The figure owed to creditors includes about A$2.3 billion of secured debt, A$2 billion of unsecured bonds, A$1.9 billion of aircraft leases, A$450 million owed to employees, A$167 million to trade creditors and A$71 million to landlords, according to an affidavit from administrator Vaughan Strawbridge.
The bankrupt airline’s administrators are liable to pay leases on its aircraft starting April 28, because they will not inform lessors whether they would renege on leases within five business days, as required by law, the documents, posted on the website of Strawbridge’s firm Deloitte, showed.

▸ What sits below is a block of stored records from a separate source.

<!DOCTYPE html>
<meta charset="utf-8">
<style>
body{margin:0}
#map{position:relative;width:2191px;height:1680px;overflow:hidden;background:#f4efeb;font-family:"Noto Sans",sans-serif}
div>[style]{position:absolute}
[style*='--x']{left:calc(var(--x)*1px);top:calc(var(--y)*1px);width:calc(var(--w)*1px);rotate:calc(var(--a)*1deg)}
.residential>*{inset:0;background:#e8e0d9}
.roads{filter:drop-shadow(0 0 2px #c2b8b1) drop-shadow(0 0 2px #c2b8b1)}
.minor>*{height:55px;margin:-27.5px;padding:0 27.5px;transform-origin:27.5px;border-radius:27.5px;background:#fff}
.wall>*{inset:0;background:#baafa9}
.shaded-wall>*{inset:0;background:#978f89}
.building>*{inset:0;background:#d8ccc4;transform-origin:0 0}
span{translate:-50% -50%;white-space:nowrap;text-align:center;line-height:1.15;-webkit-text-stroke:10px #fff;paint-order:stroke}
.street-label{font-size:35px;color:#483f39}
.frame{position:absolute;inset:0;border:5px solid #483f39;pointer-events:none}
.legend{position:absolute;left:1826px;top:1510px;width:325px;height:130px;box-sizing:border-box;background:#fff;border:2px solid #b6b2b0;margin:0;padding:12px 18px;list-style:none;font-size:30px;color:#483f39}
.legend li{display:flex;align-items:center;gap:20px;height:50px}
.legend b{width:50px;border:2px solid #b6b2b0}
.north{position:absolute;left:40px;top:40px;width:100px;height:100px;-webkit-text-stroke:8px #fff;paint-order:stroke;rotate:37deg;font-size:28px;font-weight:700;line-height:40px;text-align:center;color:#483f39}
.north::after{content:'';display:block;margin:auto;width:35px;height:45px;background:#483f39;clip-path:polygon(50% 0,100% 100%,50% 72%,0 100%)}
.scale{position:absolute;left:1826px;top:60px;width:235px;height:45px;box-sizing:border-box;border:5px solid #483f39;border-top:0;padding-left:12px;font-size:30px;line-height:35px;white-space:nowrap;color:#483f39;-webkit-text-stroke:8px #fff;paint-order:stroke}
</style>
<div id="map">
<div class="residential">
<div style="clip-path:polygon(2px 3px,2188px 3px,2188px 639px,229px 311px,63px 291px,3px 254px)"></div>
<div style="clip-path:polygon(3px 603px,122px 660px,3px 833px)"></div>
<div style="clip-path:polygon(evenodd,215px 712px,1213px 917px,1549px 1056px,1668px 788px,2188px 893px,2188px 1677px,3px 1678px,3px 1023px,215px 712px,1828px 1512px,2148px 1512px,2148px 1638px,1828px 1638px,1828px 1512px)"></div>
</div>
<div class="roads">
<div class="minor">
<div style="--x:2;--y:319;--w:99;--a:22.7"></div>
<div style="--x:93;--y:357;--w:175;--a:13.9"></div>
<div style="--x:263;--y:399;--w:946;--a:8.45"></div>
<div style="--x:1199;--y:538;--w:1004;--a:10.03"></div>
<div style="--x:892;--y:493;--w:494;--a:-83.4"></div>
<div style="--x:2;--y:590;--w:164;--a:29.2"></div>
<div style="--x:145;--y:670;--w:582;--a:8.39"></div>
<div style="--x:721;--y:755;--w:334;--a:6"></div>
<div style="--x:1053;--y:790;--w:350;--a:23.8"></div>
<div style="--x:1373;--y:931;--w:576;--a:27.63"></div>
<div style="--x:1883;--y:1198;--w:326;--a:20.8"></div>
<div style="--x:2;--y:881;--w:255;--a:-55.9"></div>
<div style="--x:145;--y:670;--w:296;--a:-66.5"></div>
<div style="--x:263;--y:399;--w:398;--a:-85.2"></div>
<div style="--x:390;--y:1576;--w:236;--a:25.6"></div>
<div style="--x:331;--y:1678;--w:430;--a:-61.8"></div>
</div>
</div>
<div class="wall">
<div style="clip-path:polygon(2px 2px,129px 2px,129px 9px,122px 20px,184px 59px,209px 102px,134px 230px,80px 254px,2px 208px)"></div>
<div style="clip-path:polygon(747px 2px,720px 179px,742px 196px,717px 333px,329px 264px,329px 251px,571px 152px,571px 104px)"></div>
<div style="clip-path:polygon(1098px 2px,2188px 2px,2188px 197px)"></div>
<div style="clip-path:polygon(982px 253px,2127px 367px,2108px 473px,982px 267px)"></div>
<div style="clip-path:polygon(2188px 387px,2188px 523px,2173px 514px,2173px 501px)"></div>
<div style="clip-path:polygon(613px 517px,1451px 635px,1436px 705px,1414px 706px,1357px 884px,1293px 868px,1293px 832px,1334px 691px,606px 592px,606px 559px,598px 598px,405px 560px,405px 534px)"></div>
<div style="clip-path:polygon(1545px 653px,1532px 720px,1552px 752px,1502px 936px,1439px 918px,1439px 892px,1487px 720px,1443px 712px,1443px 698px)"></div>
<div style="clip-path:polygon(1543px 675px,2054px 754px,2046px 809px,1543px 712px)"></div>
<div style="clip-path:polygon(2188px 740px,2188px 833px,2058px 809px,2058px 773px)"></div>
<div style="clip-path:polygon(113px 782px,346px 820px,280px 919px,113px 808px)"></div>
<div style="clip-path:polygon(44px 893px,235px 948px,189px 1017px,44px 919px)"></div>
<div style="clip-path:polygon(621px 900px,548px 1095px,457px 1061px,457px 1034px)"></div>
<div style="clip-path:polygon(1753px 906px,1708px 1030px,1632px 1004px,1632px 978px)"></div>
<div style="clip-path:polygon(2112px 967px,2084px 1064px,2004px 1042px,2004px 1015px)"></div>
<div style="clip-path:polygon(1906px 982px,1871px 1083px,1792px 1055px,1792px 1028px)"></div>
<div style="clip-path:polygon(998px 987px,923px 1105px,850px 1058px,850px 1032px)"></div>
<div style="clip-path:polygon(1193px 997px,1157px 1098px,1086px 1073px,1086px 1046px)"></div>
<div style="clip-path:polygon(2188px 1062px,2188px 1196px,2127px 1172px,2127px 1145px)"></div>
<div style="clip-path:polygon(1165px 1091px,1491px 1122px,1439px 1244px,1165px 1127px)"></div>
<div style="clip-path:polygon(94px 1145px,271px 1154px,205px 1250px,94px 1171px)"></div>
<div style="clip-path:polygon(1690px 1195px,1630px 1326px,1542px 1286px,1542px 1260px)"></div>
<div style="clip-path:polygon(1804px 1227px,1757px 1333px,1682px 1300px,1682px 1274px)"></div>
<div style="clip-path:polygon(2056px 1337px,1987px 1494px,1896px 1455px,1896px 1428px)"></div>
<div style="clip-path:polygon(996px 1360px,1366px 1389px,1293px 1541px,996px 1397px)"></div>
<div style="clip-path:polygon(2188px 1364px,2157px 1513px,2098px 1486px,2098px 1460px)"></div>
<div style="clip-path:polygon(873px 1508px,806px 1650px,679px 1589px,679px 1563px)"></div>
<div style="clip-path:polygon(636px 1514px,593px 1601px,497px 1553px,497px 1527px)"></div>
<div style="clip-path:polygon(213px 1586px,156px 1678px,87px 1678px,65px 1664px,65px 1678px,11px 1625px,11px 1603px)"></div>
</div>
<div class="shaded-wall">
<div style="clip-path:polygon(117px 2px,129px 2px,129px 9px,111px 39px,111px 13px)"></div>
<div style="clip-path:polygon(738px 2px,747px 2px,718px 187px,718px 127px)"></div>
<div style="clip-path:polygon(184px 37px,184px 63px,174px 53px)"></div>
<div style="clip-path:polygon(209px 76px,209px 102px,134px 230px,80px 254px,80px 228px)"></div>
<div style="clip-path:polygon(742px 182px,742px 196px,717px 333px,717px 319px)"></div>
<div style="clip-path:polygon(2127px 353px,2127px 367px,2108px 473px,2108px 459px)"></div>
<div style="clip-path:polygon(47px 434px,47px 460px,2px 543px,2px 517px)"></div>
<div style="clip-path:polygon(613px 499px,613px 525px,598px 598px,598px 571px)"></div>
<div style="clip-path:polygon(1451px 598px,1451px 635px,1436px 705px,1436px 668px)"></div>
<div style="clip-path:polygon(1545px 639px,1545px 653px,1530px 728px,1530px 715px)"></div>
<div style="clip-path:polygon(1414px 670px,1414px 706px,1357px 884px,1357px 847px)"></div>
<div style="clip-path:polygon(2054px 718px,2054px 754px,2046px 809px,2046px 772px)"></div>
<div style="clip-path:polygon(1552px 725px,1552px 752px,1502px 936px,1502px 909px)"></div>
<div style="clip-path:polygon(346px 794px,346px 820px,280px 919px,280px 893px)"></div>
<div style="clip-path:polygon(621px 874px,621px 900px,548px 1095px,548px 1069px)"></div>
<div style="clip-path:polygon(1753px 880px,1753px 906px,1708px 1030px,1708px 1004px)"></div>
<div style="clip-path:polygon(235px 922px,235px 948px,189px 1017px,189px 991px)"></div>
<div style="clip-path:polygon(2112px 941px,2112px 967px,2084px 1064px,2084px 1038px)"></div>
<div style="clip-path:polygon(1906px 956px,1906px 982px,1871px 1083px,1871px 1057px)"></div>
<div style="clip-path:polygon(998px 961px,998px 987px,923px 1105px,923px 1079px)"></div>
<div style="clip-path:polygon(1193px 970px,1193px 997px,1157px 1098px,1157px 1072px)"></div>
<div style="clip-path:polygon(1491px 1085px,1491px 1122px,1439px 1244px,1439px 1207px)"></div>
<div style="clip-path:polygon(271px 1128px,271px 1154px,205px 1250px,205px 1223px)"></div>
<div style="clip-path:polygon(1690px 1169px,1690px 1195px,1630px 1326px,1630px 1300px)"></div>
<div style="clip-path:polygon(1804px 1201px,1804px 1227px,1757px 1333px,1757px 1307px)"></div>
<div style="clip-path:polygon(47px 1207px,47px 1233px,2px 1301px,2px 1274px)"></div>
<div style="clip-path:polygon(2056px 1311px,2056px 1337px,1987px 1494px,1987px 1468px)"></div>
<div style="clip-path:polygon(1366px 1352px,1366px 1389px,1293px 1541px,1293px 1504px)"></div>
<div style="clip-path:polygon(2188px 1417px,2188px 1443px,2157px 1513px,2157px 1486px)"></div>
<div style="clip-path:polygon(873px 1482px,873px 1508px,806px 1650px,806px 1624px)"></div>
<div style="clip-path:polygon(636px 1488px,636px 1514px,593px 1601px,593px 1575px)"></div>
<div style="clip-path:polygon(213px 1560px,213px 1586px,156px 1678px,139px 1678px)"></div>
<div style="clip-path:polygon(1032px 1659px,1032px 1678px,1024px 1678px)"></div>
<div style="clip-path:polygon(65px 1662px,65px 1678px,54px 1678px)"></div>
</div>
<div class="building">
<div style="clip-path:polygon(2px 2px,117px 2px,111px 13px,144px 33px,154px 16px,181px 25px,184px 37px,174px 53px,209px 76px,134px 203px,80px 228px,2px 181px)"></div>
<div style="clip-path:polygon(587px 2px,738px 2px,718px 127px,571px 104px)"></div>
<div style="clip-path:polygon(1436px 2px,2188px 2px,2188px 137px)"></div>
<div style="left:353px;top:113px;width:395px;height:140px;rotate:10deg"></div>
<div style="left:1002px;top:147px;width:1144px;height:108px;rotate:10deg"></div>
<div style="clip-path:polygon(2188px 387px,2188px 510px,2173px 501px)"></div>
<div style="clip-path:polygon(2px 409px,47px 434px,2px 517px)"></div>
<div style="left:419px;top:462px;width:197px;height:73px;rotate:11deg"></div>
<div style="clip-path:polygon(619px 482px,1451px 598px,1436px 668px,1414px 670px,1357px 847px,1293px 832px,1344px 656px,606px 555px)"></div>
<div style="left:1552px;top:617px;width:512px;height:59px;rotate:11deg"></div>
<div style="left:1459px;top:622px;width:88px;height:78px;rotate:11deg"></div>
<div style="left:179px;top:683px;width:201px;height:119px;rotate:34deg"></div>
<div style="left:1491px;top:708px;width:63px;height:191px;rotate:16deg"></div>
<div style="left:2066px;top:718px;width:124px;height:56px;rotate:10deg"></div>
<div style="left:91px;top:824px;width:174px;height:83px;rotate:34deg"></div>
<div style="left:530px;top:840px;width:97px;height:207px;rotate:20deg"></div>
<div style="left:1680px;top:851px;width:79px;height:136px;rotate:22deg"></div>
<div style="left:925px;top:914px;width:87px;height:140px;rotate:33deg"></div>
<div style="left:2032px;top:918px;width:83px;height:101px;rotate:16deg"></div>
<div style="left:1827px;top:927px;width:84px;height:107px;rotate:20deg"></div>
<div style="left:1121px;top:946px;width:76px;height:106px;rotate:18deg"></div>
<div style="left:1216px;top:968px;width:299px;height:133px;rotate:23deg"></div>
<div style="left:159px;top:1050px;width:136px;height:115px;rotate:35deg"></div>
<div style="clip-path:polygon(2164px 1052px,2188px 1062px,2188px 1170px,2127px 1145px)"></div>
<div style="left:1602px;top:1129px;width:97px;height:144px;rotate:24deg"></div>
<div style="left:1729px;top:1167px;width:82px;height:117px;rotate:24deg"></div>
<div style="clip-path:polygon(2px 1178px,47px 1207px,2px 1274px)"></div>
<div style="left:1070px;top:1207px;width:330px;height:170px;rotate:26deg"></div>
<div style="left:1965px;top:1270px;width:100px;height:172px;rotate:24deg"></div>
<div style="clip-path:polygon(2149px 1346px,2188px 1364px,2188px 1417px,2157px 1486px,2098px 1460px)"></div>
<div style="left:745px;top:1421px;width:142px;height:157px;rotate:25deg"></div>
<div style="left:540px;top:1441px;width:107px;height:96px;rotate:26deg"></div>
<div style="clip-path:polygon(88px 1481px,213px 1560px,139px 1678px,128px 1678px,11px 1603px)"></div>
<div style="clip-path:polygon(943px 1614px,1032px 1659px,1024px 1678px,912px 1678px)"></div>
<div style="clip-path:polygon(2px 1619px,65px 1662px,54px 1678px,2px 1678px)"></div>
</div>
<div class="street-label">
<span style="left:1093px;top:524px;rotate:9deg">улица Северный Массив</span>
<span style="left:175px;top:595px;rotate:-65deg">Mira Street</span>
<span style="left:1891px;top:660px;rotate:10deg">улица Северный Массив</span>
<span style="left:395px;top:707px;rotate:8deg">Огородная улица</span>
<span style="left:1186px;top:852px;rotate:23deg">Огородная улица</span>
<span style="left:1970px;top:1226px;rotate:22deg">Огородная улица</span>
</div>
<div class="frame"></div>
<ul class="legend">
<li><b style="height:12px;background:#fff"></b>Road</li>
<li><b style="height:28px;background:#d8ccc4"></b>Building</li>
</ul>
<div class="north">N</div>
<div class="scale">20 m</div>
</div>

The Deloitte administrators are seeking court orders for an extension of up to four weeks from their appointment to decide if leased planes are required for continuing operations of the business.
“Next week we will be wanting to engage with you to firm up on interim arrangements with the administrators to support the process being followed to achieve a recapitalization and sale, which will include a request for a three-month waiver of rent and other financial payment obligations,” they said in a letter.

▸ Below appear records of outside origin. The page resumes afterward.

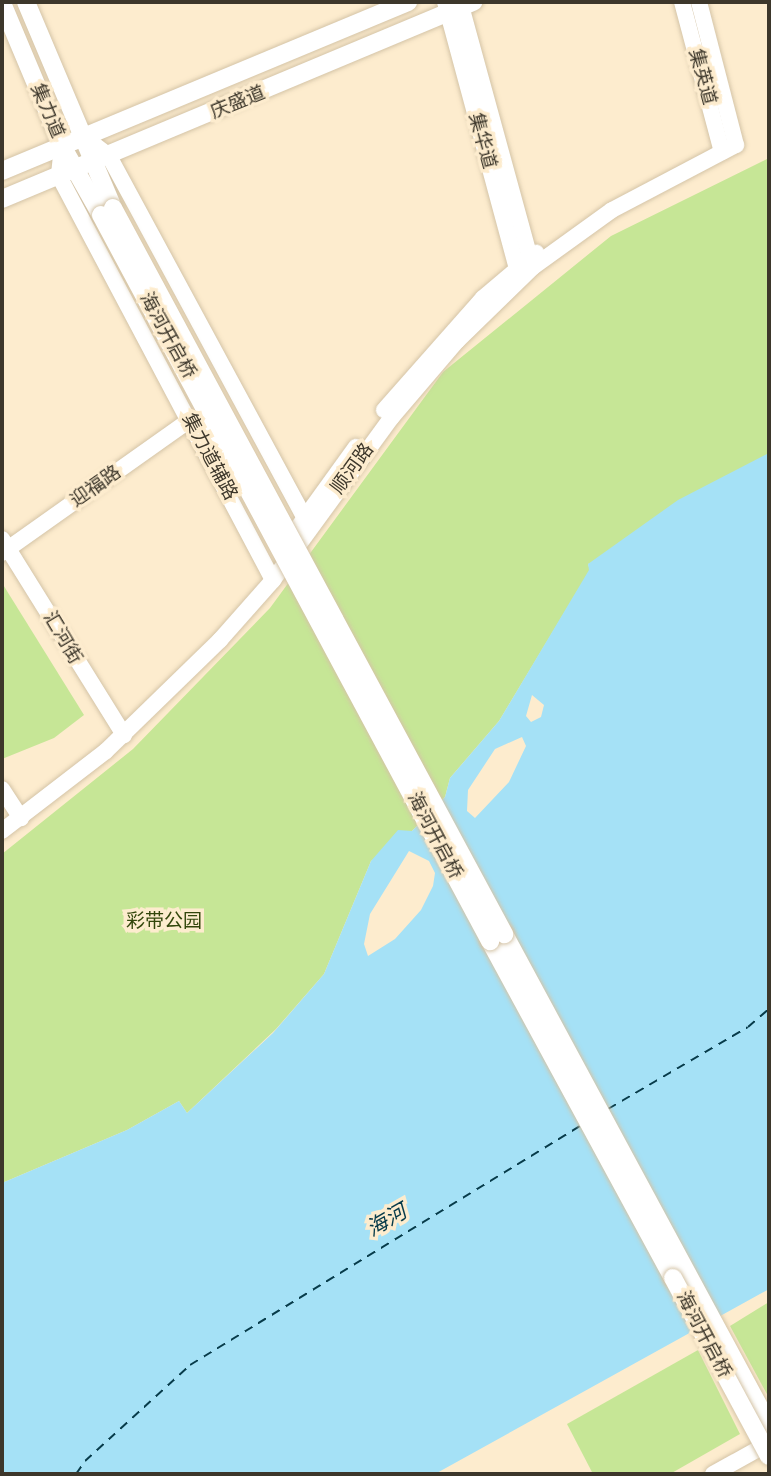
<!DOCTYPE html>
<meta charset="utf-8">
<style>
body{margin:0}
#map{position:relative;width:771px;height:1476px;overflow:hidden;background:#fdecce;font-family:"Alegreya Sans","Noto Sans SC",sans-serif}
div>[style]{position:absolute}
.green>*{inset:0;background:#c6e696}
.water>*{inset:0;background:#a5e1f6}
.ferry>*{height:2px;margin-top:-1px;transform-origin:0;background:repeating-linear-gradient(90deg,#073b4a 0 9px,transparent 0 16px)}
.roads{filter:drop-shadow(0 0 2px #d4c4a7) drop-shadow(0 0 2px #d4c4a7)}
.tertiary>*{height:16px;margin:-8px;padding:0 8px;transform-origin:8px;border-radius:8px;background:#fff}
.secondary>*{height:18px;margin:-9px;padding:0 9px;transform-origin:9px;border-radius:9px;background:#fff}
.bridges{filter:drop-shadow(0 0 2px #d4c4a7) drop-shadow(0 0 2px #d4c4a7)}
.secondary-bridge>*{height:18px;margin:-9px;padding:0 9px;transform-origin:9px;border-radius:9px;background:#fff}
span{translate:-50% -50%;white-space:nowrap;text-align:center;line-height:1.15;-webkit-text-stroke:7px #fdecce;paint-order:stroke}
.street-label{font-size:19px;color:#3d372b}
.park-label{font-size:19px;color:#32460b}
.water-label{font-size:21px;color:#073b4a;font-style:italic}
.frame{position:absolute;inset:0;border:4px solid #3d372b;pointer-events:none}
</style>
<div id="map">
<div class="green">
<div style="clip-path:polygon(769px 158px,769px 496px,588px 564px,590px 570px,499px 721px,450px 778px,445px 797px,412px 831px,371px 861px,324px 974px,276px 1029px,187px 1113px,179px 1101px,127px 1130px,2px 1183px,2px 854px,133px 749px,270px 608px,443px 372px,611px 236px)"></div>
<div style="clip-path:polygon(2px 583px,84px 715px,54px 738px,2px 759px)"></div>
<div style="clip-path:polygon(769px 1302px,769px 1398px,730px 1326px)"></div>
<div style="clip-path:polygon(698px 1350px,740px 1434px,670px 1474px,593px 1474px,567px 1424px)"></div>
</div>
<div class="water">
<div style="clip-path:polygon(evenodd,769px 453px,769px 1289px,435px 1474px,2px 1474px,2px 1183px,127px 1130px,179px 1101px,187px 1113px,273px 1033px,324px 974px,371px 861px,398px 830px,412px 831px,445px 797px,450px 778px,499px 721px,589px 570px,588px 564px,678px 500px,769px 453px,532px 695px,544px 705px,541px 717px,531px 722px,526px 716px,532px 695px,769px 453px,522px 737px,526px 746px,509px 782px,475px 818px,467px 811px,468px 790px,495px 749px,522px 737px,769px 453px,409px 851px,429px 861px,435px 873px,433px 886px,421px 910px,395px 939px,368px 956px,364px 944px,370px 914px,409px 851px)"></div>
</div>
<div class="ferry">
<div style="left:608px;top:1109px;width:162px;rotate:-30.4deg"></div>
<div style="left:748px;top:1027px;width:28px;rotate:-41deg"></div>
<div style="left:76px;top:1474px;width:16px;rotate:-55deg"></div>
<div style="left:85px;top:1461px;width:142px;rotate:-42.4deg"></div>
<div style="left:190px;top:1365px;width:460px;rotate:-31.5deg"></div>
</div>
<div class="roads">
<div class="tertiary">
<div style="left:445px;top:2px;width:285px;rotate:74.9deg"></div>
<div style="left:460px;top:2px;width:273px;rotate:74.7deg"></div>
<div style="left:682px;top:2px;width:155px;rotate:75.1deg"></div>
<div style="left:84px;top:137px;width:31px;rotate:37deg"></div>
<div style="left:109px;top:156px;width:421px;rotate:61.6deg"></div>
<div style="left:62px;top:146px;width:30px;rotate:96deg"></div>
<div style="left:59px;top:176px;width:457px;rotate:62.1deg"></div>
<div style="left:384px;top:410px;width:149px;rotate:-48.5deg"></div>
<div style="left:483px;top:298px;width:70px;rotate:-40.3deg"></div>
<div style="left:291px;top:537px;width:111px;rotate:-54.2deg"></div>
<div style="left:2px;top:539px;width:231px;rotate:58.1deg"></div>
<div style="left:2px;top:553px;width:230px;rotate:-35.3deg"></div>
<div style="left:2px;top:789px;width:35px;rotate:57deg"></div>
<div style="left:2px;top:831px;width:131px;rotate:-37.6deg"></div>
<div style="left:106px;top:751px;width:159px;rotate:-44.2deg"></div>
<div style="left:220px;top:640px;width:80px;rotate:-48.5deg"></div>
<div style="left:273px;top:580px;width:202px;rotate:-53.9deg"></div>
<div style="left:392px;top:417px;width:100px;rotate:-49.5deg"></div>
<div style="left:457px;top:341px;width:106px;rotate:-44.2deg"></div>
<div style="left:533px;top:267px;width:97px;rotate:-35.8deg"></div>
<div style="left:612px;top:210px;width:140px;rotate:-27.7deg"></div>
<div style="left:736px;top:145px;width:148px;rotate:-104.5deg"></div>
<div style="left:713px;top:1474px;width:64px;rotate:-29deg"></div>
</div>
<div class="secondary">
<div style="left:26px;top:2px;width:224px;rotate:67.1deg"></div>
<div style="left:2px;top:3px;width:155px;rotate:67.2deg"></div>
<div style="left:62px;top:146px;width:79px;rotate:60.5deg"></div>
<div style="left:2px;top:171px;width:440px;rotate:-22.6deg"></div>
<div style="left:2px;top:199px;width:511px;rotate:-22.7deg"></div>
<div style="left:504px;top:934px;width:558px;rotate:61.64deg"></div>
<div style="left:490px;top:941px;width:383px;rotate:61.5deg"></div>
</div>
</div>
<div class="bridges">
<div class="secondary-bridge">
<div style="left:113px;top:208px;width:825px;rotate:61.69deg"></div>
<div style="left:101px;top:215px;width:824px;rotate:61.82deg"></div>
<div style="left:673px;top:1278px;width:202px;rotate:61.7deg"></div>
</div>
</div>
<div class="street-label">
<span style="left:702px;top:77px;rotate:75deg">集英道</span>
<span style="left:238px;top:103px;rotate:-22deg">庆盛道</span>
<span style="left:47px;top:111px;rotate:67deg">集力道</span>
<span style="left:482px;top:141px;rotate:75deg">集华道</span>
<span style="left:167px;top:336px;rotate:61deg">海河开启桥</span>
<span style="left:209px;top:457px;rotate:62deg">集力道辅路</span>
<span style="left:353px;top:469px;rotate:-54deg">顺河路</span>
<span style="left:96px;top:487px;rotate:-35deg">迎福路</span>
<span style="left:62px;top:638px;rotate:59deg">汇河街</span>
<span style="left:434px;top:836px;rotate:62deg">海河开启桥</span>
<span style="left:703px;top:1335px;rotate:62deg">海河开启桥</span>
</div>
<div class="park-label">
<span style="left:164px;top:922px">彩带公园</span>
</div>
<div class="water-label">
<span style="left:387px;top:1221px;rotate:-30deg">海河</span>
</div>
<div class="frame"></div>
</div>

A document released by the Federal Court of Australia showed law firm King & Woods Malleson (KWM) said it was representing 17 aircraft lessors and financiers.
These include Aercap Holdings NV, Bank of China, SMBC Aviation Capital, ORIX Aviation, GECAS, Dubai Aerospace Enterprise, Bank of America Corp. and BNP Paribas SA.
The lessors with the biggest financial exposure to Virgin include Goshawk, Avation PLC, Aercap, ORIX and SMBC, each with estimated monthly income of at least $1 million from the airline, aviation data provider Cirium said.
KWM said its clients wanted to work with the administrators, but required them to pay for regular maintenance and insurance and report on the use of aircraft.
Perth Airport said it had seized a number of Virgin Australia aircraft that were parked there not currently conducting flights to protect the airport’s interests, given the airline had “significant” outstanding invoices.
“Perth Airport has taken liens over a number of Virgin aircraft — a standard practice in these situations,” a spokeswoman said.
Sydney Airport and Melbourne Airport said they had not seized Virgin aircraft. “We prefer to work constructively with our airline partners through this period,” a Sydney Airport spokesman said.
For now, Virgin is flying a skeleton schedule under its regular management team as administrators seek a buyer for the entire operation.
Private equity and distressed situation specialists Apollo Global Management, Oaktree Capital Management and BGH Capital are among more than 10 firms to express interest in the restructuring, Reuters has reported, citing five sources.